Delivery interaction between co-infused medications: an in vitro modeling study of microinfusion.

OBJECTIVE: To test the hypothesis that steady-state drug delivery by continuous infusion is predictably affected by a second drug infusion in the same lumen. BACKGROUND: Clinicians commonly administer two drugs by continuous infusion through one central venous catheter lumen (co-infusion). To limit fluid delivery, low flow rate carriers transport concentrated drug solutions; a method called microinfusion. How microinfusion delivery of one drug is affected by a second drug infusion has not been explored.
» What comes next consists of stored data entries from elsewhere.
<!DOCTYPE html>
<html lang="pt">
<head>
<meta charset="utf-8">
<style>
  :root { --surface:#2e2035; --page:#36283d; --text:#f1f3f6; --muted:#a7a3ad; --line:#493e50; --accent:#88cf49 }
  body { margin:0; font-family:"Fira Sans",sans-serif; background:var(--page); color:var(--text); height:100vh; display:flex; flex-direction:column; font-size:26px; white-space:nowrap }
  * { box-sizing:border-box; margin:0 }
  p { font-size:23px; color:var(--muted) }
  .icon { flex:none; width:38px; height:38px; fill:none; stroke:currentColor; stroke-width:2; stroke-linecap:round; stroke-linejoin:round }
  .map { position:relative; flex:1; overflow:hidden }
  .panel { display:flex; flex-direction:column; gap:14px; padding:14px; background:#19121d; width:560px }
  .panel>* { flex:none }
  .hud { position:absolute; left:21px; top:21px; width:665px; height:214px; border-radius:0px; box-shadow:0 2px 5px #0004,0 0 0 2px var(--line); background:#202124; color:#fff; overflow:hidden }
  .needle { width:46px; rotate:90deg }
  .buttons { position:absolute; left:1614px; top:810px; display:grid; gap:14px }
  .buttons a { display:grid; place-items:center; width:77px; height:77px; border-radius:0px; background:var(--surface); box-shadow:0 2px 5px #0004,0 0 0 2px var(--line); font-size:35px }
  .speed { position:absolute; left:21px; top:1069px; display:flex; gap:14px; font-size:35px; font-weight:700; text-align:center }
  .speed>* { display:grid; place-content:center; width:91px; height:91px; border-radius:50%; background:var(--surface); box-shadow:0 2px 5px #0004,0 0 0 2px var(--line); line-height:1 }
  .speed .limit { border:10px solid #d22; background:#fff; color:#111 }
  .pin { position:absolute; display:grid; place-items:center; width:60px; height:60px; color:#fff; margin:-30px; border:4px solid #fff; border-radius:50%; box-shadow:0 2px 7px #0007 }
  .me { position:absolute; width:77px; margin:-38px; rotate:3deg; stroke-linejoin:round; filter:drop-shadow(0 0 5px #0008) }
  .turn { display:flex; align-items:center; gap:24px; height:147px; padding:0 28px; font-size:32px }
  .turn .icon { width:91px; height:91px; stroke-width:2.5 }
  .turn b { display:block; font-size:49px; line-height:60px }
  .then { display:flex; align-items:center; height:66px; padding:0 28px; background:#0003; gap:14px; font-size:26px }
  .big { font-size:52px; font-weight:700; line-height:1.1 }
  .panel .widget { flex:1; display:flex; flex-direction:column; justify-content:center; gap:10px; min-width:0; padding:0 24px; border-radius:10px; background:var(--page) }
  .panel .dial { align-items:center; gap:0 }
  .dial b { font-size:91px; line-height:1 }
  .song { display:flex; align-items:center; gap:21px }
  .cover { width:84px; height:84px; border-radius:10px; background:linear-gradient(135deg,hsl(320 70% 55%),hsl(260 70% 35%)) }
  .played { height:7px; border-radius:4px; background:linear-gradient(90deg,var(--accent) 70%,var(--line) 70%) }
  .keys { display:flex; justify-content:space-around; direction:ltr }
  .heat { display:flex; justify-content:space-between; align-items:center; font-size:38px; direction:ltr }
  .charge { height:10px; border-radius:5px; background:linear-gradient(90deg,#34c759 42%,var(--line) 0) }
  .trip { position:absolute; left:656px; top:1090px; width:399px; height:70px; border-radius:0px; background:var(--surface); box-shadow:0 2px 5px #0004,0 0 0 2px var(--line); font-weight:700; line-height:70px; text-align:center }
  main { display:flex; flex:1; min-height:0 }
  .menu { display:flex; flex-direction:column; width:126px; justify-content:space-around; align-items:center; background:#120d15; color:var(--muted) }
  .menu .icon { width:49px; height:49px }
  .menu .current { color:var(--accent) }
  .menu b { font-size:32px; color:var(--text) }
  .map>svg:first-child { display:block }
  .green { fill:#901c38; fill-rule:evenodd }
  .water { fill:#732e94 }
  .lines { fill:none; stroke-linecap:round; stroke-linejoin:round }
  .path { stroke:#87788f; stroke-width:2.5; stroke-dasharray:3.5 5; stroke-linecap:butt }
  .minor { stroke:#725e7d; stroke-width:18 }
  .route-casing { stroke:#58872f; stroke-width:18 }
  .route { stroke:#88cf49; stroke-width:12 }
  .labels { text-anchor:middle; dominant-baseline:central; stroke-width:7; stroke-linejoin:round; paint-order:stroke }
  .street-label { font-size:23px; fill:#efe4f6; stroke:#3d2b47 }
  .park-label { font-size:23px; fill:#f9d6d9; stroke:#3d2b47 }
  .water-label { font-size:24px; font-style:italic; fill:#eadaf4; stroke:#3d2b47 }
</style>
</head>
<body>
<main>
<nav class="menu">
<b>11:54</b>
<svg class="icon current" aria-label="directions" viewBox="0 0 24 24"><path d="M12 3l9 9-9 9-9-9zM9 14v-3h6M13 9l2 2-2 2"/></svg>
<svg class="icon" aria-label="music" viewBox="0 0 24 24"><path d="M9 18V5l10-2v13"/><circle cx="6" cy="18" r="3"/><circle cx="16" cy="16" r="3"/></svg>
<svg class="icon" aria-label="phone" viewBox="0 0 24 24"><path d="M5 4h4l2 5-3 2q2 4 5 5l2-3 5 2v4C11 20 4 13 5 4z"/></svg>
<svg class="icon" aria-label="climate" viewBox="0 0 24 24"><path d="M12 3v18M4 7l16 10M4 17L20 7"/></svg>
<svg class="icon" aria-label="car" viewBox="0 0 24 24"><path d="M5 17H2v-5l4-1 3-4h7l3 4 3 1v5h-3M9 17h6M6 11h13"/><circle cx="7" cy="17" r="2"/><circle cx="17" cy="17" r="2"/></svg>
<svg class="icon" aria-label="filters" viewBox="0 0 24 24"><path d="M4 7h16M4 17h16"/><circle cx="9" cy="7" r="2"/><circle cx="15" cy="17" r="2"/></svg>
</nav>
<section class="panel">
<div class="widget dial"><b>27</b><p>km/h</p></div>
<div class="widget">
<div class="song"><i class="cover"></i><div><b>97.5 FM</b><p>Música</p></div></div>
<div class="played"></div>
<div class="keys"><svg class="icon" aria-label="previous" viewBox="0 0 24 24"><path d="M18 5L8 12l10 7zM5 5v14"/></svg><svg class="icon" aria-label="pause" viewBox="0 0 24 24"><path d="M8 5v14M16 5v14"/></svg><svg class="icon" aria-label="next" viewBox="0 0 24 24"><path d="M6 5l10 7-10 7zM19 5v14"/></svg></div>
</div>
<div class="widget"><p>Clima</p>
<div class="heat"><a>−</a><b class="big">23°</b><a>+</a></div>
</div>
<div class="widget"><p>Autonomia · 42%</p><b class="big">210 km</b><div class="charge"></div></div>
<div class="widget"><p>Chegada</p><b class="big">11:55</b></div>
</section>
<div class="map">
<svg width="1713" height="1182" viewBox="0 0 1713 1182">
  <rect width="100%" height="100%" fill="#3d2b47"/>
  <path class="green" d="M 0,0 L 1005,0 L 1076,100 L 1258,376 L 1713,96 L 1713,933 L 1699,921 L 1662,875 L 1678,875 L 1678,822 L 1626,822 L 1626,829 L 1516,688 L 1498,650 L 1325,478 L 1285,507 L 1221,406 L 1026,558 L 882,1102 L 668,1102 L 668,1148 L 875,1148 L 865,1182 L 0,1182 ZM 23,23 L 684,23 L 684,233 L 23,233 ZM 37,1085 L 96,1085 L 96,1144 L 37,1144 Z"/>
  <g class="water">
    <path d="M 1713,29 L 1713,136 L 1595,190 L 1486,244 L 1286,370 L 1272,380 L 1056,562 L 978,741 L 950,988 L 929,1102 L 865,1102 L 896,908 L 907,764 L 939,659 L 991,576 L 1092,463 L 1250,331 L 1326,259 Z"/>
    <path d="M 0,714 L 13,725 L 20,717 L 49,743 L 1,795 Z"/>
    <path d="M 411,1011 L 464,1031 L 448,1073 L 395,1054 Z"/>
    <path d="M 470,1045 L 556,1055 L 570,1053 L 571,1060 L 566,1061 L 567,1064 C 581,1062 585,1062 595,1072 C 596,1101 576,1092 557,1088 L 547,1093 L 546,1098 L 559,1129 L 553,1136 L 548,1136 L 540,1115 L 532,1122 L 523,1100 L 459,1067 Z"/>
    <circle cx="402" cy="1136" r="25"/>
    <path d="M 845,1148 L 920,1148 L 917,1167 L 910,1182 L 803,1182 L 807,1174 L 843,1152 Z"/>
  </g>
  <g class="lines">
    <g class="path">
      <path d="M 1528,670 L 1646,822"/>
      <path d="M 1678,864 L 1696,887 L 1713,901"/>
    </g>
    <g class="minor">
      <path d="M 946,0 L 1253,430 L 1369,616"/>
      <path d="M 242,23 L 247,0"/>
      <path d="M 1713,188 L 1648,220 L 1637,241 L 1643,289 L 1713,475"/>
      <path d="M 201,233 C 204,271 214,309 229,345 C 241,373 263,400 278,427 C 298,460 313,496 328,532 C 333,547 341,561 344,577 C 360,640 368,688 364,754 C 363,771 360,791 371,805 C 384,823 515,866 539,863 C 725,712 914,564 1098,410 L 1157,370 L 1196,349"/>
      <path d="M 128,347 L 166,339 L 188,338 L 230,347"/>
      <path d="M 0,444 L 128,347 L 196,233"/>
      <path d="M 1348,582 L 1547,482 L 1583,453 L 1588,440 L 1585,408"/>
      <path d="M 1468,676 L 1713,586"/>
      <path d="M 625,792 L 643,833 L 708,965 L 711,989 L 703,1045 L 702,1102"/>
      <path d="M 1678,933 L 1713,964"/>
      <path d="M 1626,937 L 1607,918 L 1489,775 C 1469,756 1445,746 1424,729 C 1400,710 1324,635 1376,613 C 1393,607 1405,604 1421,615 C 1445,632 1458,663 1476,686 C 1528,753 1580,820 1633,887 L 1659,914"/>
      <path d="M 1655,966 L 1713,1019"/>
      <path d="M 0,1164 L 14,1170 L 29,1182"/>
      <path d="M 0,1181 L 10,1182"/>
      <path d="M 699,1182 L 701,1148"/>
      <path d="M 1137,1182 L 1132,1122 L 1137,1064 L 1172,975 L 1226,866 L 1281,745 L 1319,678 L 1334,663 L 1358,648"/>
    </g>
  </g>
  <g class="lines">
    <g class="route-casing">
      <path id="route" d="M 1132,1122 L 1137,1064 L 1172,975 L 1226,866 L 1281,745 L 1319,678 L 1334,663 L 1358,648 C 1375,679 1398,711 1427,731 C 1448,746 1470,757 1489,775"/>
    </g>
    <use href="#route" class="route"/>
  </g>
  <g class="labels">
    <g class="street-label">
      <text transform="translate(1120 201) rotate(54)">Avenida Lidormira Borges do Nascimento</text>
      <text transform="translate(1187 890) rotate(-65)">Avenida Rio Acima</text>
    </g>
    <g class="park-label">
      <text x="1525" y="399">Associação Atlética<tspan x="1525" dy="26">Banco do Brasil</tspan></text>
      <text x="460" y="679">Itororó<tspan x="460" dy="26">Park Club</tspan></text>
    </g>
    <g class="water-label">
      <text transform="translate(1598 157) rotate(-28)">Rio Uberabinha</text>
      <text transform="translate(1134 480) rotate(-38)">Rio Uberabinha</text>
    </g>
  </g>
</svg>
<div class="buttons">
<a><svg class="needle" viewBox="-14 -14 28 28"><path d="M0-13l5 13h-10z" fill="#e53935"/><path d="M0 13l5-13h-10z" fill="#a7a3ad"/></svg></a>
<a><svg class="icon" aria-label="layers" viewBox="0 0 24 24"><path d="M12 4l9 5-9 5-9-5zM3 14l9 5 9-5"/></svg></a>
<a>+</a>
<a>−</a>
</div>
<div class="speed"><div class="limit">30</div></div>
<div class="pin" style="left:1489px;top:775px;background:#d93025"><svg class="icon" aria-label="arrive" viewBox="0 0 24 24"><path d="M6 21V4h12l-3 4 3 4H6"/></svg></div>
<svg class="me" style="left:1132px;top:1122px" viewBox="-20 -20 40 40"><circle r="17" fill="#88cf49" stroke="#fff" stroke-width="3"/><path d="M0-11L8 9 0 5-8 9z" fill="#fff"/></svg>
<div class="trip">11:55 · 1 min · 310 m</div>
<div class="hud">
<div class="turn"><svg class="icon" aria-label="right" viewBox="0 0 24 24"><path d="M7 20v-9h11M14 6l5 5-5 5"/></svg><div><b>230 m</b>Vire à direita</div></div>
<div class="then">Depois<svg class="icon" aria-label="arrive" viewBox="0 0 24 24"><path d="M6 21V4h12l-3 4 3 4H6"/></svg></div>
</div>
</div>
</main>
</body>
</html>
METHODS: Two water-soluble dyes, tartrazine and erioglaucine, infused at 3 ml · h(-1), modeled drug delivery through a four stopcock linear manifold and catheter lumen. A pump drove a carrier fluid (10 ml · h(-1)). After tartrazine reached steady-state delivery, erioglaucine entered downstream or upstream of the tartrazine infusion. Quantitative spectrophotometry measured dye delivery. RESULTS: Starting erioglaucine's infusion upstream of tartrazine's entry caused a transient tartrazine bolus (duration 10 min, peak drug delivery 20% higher than target levels). Starting erioglaucine's infusion downstream produced a similar amplitude, briefer, bolus. Stopping the erioglaucine infusion caused a transient reduction in tartrazine delivery. Measured delivery profiles were comparable to prediction models. CONCLUSIONS: We confirmed the hypothesis that delivery of one infused drug is transiently affected by starting or stopping a second drug infusion in the same line. The magnitude of the changes can be estimated quantitatively. The clinical impact depends on the drugs being co-infused and patient sensitivity, but could be clinically important; the findings have safety implications for infused medication delivery to critically ill or anesthetized children. We recommend minimizing infusion system dead volumes, connecting the most essential infusion(s) to the main fluid pathway as close as possible to the patient, and recognizing the potential for unintended alterations in delivery when multiple drugs co-infuse.